##### SUPPLIED DATA

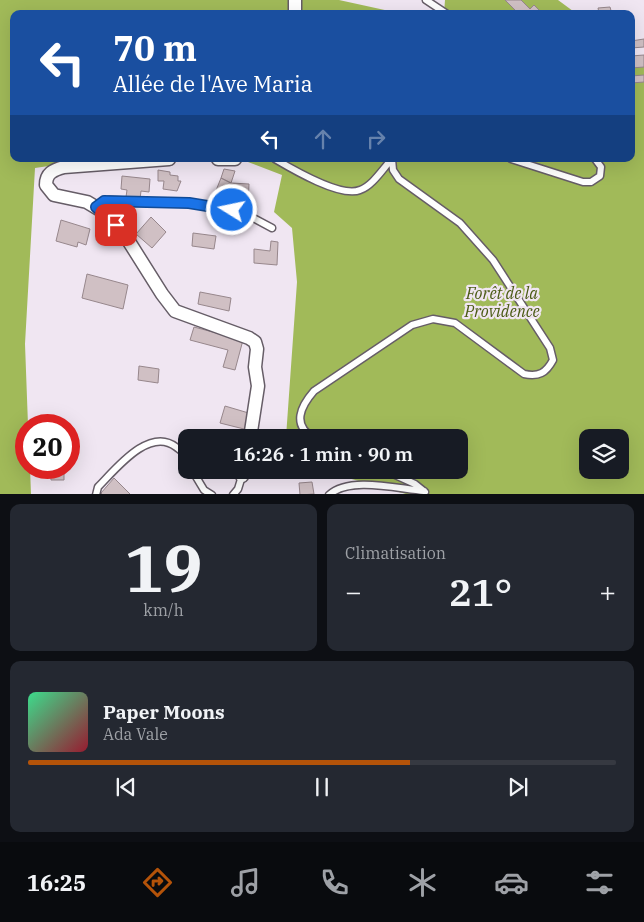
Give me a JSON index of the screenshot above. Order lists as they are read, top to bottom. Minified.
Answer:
{"parks":["Forêt de la Providence"],"page":{"turn":["70 m","Allée de l'Ave Maria"],"limit":"20","trip":"16:26 · 1 min · 90 m","tile":[["19","km/h"],"Climatisation"],"heat":["−","21°","+"],"song":["Paper Moons","Ada Vale"],"tabs":"16:25"}}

##########

→ **WHAT THE TASK ASKS**: Give back the material word for word, leaving out its pictures.

→ **ANSWER TO THIS TASK**:
Give me a JSON index of the screenshot above. Order lists as they are read, top to bottom. Minified.
Answer:
{"parks":["Forêt de la Providence"],"page":{"turn":["70 m","Allée de l'Ave Maria"],"limit":"20","trip":"16:26 · 1 min · 90 m","tile":[["19","km/h"],"Climatisation"],"heat":["−","21°","+"],"song":["Paper Moons","Ada Vale"],"tabs":"16:25"}}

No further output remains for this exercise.